- DATA EXTRACTS
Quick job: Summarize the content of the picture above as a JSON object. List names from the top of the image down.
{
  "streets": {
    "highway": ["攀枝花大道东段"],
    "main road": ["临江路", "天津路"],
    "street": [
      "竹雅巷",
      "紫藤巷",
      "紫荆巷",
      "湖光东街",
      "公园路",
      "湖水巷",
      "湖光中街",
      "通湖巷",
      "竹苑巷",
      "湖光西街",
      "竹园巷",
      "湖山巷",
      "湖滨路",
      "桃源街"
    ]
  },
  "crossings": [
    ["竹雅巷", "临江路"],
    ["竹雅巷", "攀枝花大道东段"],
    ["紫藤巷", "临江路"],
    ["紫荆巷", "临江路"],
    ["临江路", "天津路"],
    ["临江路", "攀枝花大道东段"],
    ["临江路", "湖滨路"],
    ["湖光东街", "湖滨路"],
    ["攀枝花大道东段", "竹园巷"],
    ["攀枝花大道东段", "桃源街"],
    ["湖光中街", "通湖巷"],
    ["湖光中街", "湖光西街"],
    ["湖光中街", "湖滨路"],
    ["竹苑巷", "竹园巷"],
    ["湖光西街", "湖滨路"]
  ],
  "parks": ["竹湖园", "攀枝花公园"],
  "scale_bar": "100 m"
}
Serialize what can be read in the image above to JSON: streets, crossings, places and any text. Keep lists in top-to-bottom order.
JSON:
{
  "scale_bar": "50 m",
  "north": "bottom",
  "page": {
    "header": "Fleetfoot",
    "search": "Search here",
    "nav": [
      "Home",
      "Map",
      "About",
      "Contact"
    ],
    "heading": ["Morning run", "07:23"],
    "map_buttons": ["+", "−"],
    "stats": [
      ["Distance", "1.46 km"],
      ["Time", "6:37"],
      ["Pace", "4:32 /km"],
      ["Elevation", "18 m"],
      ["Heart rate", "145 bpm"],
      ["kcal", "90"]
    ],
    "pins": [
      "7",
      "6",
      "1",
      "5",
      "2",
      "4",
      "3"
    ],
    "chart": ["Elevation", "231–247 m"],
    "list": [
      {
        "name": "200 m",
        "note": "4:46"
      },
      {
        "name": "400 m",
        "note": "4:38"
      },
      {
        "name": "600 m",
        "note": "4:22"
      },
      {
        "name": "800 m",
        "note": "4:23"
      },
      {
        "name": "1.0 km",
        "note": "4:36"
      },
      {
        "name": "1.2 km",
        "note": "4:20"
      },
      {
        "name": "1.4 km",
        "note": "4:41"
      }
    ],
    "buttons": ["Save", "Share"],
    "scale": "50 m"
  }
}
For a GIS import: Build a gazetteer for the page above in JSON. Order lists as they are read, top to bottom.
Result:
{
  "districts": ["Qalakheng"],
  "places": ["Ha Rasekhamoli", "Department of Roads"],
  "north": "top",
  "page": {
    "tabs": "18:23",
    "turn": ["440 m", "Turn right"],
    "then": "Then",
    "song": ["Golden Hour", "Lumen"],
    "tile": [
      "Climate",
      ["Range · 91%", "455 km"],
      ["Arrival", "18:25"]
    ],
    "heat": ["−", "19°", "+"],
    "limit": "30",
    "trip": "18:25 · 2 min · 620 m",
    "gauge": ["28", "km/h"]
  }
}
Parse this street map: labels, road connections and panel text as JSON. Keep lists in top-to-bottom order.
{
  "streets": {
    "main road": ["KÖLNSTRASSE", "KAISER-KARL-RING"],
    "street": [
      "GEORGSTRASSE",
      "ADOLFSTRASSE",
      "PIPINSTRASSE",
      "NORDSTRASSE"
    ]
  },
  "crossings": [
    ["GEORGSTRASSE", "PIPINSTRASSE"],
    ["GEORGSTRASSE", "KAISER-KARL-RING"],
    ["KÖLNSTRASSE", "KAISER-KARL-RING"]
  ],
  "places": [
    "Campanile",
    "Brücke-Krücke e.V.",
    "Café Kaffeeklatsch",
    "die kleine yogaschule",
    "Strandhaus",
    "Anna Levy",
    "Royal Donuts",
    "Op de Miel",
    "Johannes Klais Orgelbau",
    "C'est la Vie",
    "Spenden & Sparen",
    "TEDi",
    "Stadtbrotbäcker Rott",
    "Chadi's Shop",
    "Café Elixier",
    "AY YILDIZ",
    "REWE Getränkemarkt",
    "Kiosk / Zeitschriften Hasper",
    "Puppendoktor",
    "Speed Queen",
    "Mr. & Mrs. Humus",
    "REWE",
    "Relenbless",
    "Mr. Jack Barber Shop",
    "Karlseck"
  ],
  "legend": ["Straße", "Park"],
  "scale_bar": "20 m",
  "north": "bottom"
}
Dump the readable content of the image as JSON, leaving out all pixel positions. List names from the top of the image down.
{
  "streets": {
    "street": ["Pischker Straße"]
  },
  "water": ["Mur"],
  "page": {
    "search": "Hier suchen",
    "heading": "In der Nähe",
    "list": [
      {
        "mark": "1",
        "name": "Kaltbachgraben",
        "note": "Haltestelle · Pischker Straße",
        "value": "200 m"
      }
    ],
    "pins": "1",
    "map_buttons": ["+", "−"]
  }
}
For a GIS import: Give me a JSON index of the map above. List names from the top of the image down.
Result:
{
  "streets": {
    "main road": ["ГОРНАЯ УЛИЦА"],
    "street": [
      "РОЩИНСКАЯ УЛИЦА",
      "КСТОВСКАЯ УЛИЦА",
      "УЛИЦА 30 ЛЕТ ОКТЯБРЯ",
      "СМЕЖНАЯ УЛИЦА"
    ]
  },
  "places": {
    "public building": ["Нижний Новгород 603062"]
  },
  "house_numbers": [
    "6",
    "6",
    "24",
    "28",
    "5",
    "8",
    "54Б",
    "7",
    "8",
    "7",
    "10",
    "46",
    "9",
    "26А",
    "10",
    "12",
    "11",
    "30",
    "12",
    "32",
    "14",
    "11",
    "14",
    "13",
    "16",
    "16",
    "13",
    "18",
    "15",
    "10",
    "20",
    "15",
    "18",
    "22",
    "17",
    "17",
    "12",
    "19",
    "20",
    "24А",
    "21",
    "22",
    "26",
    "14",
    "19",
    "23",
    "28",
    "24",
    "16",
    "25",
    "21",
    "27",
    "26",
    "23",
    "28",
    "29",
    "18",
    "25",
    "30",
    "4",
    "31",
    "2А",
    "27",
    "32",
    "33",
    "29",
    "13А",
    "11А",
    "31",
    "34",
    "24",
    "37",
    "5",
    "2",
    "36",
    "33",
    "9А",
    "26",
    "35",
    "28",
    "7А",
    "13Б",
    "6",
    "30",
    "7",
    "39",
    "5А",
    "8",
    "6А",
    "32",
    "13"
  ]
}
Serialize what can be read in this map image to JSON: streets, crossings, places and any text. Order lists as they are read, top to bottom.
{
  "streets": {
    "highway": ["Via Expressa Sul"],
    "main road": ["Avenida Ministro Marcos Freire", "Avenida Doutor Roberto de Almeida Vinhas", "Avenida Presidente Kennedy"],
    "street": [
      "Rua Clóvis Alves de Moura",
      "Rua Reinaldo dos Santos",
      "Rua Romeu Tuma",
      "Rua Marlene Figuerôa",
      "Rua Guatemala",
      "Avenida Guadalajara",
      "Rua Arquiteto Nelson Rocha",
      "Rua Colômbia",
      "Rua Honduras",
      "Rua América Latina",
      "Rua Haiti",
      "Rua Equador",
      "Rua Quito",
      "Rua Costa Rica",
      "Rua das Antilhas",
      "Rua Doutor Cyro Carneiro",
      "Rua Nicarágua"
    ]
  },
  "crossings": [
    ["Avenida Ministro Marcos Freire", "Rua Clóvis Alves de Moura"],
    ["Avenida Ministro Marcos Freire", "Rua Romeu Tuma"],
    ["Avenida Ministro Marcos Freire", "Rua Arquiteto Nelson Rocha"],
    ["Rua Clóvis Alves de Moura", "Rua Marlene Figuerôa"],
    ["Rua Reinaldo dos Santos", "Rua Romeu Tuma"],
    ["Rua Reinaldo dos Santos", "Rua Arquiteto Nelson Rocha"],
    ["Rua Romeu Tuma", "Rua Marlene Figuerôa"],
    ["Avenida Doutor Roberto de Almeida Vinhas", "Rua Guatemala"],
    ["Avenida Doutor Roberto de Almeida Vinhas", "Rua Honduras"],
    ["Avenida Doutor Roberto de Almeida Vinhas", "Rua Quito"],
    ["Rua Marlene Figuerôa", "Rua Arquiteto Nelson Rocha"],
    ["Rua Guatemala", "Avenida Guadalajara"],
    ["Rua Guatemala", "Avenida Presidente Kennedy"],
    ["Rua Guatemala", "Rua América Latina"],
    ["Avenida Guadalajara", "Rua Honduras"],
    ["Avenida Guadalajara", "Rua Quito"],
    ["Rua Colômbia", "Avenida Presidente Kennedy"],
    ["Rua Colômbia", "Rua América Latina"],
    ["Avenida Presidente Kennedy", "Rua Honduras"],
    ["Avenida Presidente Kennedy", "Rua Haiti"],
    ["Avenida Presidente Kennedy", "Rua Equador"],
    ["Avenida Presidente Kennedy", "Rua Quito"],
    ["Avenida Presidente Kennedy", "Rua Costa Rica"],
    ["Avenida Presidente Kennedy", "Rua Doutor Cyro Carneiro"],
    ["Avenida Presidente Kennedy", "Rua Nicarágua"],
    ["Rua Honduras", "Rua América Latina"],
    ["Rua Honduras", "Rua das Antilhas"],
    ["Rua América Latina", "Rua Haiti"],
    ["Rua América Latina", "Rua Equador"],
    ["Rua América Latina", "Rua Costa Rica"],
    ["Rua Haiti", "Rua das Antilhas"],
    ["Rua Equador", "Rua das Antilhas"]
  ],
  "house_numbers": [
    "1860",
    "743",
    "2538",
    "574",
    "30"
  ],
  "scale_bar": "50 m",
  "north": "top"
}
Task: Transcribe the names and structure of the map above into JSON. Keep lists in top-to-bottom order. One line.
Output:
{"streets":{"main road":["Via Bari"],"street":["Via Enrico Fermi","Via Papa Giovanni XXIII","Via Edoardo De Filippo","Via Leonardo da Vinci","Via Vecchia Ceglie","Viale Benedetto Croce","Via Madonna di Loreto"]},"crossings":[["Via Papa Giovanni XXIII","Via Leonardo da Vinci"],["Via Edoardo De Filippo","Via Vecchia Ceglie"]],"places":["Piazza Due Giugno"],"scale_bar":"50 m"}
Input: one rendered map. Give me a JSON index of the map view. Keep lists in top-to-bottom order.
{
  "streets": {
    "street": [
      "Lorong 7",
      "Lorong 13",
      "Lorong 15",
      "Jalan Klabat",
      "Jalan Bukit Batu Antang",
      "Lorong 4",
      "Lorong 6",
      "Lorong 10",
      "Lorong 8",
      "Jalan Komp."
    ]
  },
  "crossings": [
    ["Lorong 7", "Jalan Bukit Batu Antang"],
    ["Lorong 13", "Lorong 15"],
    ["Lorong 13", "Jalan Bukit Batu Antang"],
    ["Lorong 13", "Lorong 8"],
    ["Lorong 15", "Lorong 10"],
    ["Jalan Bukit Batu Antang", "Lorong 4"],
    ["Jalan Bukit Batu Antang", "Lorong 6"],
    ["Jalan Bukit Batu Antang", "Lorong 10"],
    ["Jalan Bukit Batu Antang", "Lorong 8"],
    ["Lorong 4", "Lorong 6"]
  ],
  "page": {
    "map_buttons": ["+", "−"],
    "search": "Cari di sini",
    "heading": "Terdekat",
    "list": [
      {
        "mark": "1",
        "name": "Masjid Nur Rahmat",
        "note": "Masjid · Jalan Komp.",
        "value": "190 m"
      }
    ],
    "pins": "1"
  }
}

- TASK BRIEF
Work out how many lines in the listing contain "Straße", then write down that number and nothing else.

- RESPONSE AREA
3